■ **Work order**: Give the data again word for word; drop the pictures.

◇ ◇ ◇ ◇

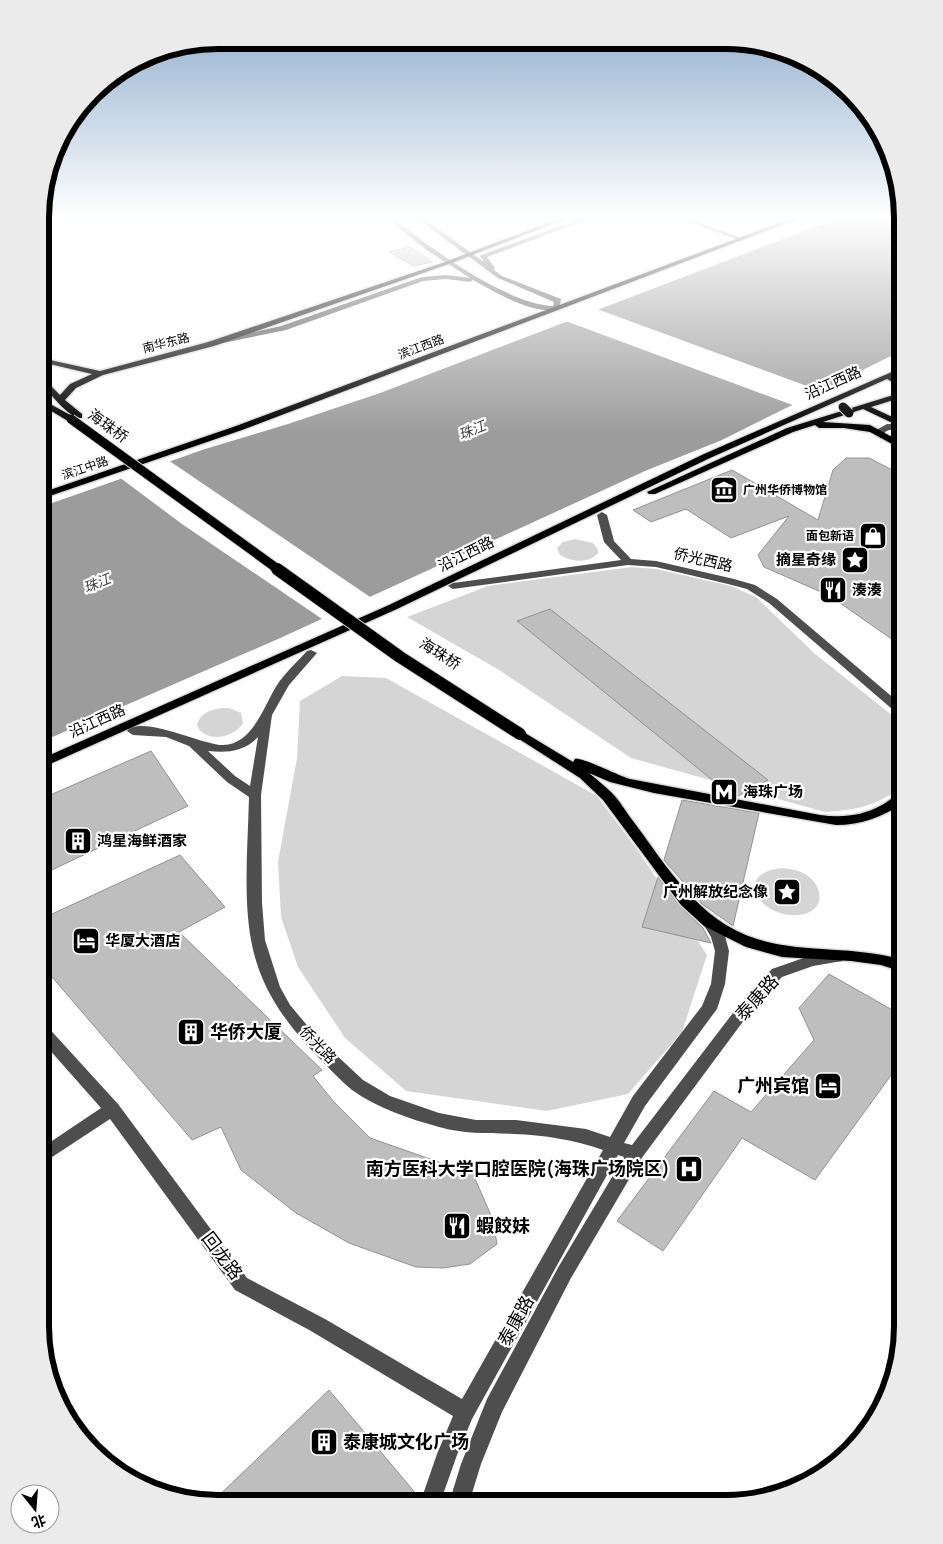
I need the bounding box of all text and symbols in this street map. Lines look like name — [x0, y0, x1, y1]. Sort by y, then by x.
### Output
street label: 南华东路 — [141, 328, 191, 357]
street label: 滨江西路 — [395, 330, 446, 363]
street label: 沿江西路 — [801, 361, 864, 404]
street label: 海珠桥 — [84, 404, 133, 447]
water label: 珠江 — [455, 415, 490, 444]
street label: 滨江中路 — [59, 452, 110, 483]
museum icon: 广州华侨博物馆 — [709, 475, 739, 505]
place label: 广州华侨博物馆 — [743, 481, 827, 498]
shop icon: 面包新语 — [858, 521, 888, 551]
place label: 面包新语 — [806, 527, 854, 544]
street label: 沿江西路 — [434, 531, 497, 576]
street label: 侨光西路 — [672, 543, 735, 576]
place icon: 摘星奇缘 — [840, 545, 870, 575]
place label: 摘星奇缘 — [776, 549, 836, 570]
water label: 珠江 — [80, 568, 115, 597]
restaurant icon: 湊湊 — [818, 575, 848, 605]
place label: 湊湊 — [852, 579, 882, 600]
street label: 海珠桥 — [416, 633, 465, 674]
street label: 沿江西路 — [65, 699, 128, 742]
metro station icon: 海珠广场 — [709, 777, 739, 807]
place label: 海珠广场 — [743, 781, 803, 802]
building icon: 鸿星海鲜酒家 — [63, 826, 93, 856]
place label: 鸿星海鲜酒家 — [97, 830, 187, 851]
place icon: 广州解放纪念像 — [772, 877, 802, 907]
place label: 广州解放纪念像 — [663, 881, 768, 902]
hotel icon: 华厦大酒店 — [71, 926, 101, 956]
place label: 华厦大酒店 — [105, 930, 180, 951]
street label: 泰康路 — [729, 969, 783, 1025]
building icon: 华侨大厦 — [176, 1017, 206, 1047]
place label: 华侨大厦 — [210, 1019, 282, 1043]
street label: 侨光路 — [295, 1021, 342, 1068]
hotel icon: 广州宾馆 — [813, 1071, 843, 1101]
place label: 广州宾馆 — [737, 1073, 809, 1097]
hospital icon: 南方医科大学口腔医院(海珠广场院区) — [674, 1154, 704, 1184]
place label: 南方医科大学口腔医院(海珠广场院区) — [366, 1156, 670, 1180]
restaurant icon: 蝦餃妹 — [442, 1211, 472, 1241]
place label: 蝦餃妹 — [476, 1213, 530, 1237]
street label: 回龙路 — [197, 1227, 249, 1284]
street label: 泰康路 — [492, 1291, 539, 1350]
building icon: 泰康城文化广场 — [309, 1427, 339, 1457]
place label: 泰康城文化广场 — [343, 1429, 469, 1453]
north arrow — [10, 1484, 60, 1534]
text: 北 — [29, 1511, 48, 1533]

◇ ◇ ◇ ◇

■ **Written response**:
I need the bounding box of all text and symbols in this street map. Lines look like name — [x0, y0, x1, y1]. Sort by y, then by x.
### Output
street label: 南华东路 — [141, 328, 191, 357]
street label: 滨江西路 — [395, 330, 446, 363]
street label: 沿江西路 — [801, 361, 864, 404]
street label: 海珠桥 — [84, 404, 133, 447]
water label: 珠江 — [455, 415, 490, 444]
street label: 滨江中路 — [59, 452, 110, 483]
museum icon: 广州华侨博物馆 — [709, 475, 739, 505]
place label: 广州华侨博物馆 — [743, 481, 827, 498]
shop icon: 面包新语 — [858, 521, 888, 551]
place label: 面包新语 — [806, 527, 854, 544]
street label: 沿江西路 — [434, 531, 497, 576]
street label: 侨光西路 — [672, 543, 735, 576]
place icon: 摘星奇缘 — [840, 545, 870, 575]
place label: 摘星奇缘 — [776, 549, 836, 570]
water label: 珠江 — [80, 568, 115, 597]
restaurant icon: 湊湊 — [818, 575, 848, 605]
place label: 湊湊 — [852, 579, 882, 600]
street label: 海珠桥 — [416, 633, 465, 674]
street label: 沿江西路 — [65, 699, 128, 742]
metro station icon: 海珠广场 — [709, 777, 739, 807]
place label: 海珠广场 — [743, 781, 803, 802]
building icon: 鸿星海鲜酒家 — [63, 826, 93, 856]
place label: 鸿星海鲜酒家 — [97, 830, 187, 851]
place icon: 广州解放纪念像 — [772, 877, 802, 907]
place label: 广州解放纪念像 — [663, 881, 768, 902]
hotel icon: 华厦大酒店 — [71, 926, 101, 956]
place label: 华厦大酒店 — [105, 930, 180, 951]
street label: 泰康路 — [729, 969, 783, 1025]
building icon: 华侨大厦 — [176, 1017, 206, 1047]
place label: 华侨大厦 — [210, 1019, 282, 1043]
street label: 侨光路 — [295, 1021, 342, 1068]
hotel icon: 广州宾馆 — [813, 1071, 843, 1101]
place label: 广州宾馆 — [737, 1073, 809, 1097]
hospital icon: 南方医科大学口腔医院(海珠广场院区) — [674, 1154, 704, 1184]
place label: 南方医科大学口腔医院(海珠广场院区) — [366, 1156, 670, 1180]
restaurant icon: 蝦餃妹 — [442, 1211, 472, 1241]
place label: 蝦餃妹 — [476, 1213, 530, 1237]
street label: 回龙路 — [197, 1227, 249, 1284]
street label: 泰康路 — [492, 1291, 539, 1350]
building icon: 泰康城文化广场 — [309, 1427, 339, 1457]
place label: 泰康城文化广场 — [343, 1429, 469, 1453]
north arrow — [10, 1484, 60, 1534]
text: 北 — [29, 1511, 48, 1533]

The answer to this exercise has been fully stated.